Work order :: Copy out the entries below exactly as they stand, but only from the line containing "position:relative; width:1616px; height:1010px;" through the line containing "filter:drop-shadow(0 0 1px".

*** Block opens ***

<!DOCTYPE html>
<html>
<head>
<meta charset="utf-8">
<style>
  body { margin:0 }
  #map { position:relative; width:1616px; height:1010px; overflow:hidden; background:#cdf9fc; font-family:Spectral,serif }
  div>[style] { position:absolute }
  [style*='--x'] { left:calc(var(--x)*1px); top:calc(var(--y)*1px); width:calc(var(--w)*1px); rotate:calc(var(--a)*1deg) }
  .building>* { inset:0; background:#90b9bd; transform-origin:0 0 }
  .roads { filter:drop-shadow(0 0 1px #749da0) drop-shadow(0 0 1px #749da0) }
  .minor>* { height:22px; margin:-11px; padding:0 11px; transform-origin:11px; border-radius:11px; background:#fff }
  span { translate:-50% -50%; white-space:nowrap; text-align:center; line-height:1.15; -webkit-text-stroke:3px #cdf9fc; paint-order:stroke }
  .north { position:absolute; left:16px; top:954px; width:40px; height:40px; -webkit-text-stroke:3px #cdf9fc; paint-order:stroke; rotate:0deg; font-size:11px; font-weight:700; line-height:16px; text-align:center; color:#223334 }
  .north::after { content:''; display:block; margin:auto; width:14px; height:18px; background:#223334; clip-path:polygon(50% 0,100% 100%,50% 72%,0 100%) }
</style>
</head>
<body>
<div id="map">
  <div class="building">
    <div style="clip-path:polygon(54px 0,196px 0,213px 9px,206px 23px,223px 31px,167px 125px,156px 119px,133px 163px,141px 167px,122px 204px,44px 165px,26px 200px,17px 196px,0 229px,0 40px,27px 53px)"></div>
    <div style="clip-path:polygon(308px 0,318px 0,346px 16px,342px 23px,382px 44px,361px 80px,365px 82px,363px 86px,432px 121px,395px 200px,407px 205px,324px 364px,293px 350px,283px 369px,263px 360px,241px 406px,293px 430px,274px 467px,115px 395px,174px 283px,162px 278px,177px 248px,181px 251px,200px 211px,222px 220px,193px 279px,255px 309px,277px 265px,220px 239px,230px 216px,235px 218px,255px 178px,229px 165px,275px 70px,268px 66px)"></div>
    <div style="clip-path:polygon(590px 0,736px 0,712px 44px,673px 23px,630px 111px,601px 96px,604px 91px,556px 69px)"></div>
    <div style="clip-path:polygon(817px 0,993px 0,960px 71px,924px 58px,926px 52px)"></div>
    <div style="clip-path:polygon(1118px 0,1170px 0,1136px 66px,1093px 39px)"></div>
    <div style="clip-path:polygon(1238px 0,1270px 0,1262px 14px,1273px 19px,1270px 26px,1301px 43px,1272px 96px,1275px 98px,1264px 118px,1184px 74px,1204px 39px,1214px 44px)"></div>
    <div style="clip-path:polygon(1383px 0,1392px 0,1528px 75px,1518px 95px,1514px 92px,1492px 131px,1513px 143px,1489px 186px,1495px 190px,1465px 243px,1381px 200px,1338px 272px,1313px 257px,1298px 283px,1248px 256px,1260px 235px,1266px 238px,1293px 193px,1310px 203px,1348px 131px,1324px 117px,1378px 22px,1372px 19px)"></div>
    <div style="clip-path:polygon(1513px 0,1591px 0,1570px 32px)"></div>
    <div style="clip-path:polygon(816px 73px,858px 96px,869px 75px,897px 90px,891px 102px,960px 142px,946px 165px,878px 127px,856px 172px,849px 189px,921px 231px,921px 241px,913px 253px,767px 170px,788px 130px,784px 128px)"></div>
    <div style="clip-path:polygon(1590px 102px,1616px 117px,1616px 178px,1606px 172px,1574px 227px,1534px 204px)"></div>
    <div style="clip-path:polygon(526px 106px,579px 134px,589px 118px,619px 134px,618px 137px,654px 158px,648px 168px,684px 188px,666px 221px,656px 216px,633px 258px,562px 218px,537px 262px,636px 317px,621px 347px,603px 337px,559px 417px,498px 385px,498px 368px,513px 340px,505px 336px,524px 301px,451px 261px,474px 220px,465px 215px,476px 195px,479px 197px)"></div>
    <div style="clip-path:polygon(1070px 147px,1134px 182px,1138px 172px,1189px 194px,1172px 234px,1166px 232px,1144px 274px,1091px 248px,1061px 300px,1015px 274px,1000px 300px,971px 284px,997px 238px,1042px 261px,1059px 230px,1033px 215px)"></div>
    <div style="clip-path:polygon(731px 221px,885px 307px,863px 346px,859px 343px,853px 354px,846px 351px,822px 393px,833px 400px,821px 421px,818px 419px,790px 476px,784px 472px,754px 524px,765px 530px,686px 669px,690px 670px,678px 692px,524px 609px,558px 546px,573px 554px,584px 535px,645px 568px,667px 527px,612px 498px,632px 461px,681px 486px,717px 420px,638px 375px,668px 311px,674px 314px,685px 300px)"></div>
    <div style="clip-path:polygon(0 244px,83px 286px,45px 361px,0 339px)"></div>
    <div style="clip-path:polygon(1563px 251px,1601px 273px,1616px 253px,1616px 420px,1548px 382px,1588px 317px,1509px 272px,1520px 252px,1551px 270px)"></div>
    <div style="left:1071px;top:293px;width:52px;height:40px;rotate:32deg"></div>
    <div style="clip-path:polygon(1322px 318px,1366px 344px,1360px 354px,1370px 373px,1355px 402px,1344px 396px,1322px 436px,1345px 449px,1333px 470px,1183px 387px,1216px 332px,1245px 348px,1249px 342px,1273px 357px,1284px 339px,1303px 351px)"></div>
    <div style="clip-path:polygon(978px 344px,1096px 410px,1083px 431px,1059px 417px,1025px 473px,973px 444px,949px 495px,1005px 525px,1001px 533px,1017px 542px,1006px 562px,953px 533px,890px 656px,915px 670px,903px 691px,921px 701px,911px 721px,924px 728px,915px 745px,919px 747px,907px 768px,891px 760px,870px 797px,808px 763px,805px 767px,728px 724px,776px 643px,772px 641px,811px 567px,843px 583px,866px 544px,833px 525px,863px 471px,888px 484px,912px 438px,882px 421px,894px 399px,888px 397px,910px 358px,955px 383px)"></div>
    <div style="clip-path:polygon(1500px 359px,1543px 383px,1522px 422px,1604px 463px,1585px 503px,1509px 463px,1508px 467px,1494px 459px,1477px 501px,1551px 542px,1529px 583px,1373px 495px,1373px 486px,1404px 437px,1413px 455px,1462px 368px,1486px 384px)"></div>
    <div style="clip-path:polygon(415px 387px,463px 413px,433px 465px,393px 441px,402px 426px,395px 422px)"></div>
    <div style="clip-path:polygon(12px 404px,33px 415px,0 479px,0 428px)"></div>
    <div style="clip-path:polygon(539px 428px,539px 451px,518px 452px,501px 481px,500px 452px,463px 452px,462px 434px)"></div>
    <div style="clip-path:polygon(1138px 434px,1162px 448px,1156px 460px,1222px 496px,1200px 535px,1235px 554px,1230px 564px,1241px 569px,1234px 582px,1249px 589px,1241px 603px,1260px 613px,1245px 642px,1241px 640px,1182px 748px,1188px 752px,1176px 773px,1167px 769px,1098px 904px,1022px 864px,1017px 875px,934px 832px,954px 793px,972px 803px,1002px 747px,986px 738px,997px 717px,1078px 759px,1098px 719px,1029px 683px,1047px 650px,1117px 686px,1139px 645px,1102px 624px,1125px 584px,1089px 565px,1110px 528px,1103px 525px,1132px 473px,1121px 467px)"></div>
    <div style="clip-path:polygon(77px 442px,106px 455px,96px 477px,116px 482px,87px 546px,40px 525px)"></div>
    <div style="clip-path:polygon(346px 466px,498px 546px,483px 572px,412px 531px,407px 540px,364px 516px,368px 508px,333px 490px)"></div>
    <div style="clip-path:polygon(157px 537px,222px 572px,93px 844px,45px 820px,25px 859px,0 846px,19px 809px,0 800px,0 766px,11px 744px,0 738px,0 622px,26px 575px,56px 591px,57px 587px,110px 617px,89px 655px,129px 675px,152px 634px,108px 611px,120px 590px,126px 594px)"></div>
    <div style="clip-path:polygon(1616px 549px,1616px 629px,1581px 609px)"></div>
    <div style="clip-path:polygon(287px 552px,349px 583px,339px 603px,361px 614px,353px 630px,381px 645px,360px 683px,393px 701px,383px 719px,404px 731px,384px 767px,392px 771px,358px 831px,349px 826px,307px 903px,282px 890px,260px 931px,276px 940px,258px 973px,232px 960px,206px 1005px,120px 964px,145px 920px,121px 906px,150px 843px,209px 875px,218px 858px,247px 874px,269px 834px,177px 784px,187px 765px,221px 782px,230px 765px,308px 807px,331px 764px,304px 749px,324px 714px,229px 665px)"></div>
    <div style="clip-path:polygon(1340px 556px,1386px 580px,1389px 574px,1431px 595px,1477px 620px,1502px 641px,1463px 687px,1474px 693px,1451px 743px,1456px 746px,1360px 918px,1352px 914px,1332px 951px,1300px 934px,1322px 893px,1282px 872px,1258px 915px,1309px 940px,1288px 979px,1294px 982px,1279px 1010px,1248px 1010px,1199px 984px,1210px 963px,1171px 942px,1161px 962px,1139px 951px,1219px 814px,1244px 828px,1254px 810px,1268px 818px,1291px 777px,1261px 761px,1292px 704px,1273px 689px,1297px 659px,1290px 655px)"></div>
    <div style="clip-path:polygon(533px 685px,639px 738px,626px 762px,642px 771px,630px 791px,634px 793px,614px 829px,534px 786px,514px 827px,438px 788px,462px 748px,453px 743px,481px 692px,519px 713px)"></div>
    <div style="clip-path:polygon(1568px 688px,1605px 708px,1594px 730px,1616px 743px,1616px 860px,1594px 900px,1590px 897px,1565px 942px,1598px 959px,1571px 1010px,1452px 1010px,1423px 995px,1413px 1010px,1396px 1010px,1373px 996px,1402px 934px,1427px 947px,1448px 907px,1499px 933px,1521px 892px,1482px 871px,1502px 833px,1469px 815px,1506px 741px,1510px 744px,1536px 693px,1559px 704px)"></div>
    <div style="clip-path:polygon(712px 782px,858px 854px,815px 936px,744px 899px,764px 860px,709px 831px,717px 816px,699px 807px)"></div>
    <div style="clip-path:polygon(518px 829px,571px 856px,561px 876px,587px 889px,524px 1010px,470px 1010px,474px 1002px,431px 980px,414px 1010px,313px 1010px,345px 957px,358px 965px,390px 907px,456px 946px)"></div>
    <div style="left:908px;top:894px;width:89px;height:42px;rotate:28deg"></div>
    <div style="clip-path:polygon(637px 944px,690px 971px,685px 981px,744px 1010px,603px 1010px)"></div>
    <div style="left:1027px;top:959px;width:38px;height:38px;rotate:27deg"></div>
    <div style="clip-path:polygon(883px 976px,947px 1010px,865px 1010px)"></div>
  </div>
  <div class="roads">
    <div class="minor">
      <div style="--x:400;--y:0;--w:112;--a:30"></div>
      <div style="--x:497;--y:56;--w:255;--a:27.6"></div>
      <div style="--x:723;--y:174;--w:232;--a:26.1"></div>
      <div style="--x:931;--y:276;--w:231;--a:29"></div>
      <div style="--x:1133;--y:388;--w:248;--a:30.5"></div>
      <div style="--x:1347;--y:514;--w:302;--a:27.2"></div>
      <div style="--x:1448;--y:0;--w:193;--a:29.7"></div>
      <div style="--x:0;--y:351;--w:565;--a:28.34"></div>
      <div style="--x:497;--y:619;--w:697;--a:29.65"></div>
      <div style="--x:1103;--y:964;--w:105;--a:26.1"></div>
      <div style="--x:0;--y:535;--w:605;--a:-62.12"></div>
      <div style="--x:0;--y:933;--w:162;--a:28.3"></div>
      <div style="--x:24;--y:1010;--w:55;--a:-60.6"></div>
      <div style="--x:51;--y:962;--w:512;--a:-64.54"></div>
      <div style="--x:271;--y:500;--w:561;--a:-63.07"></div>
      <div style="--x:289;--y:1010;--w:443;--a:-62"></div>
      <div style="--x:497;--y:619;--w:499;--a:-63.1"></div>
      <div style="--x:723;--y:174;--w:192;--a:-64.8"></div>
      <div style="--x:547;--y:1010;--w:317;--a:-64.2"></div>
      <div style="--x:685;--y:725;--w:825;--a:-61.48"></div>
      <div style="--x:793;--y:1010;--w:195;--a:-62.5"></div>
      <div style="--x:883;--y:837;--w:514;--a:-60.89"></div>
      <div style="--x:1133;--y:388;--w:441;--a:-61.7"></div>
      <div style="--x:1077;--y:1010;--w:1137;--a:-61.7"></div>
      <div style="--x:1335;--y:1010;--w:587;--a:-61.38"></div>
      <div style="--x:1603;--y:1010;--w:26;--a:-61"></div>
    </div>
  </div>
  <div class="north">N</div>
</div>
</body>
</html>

*** Block closes ***

Task answer ::
  #map { position:relative; width:1616px; height:1010px; overflow:hidden; background:#cdf9fc; font-family:Spectral,serif }
  div>[style] { position:absolute }
  [style*='--x'] { left:calc(var(--x)*1px); top:calc(var(--y)*1px); width:calc(var(--w)*1px); rotate:calc(var(--a)*1deg) }
  .building>* { inset:0; background:#90b9bd; transform-origin:0 0 }
  .roads { filter:drop-shadow(0 0 1px #749da0) drop-shadow(0 0 1px #749da0) }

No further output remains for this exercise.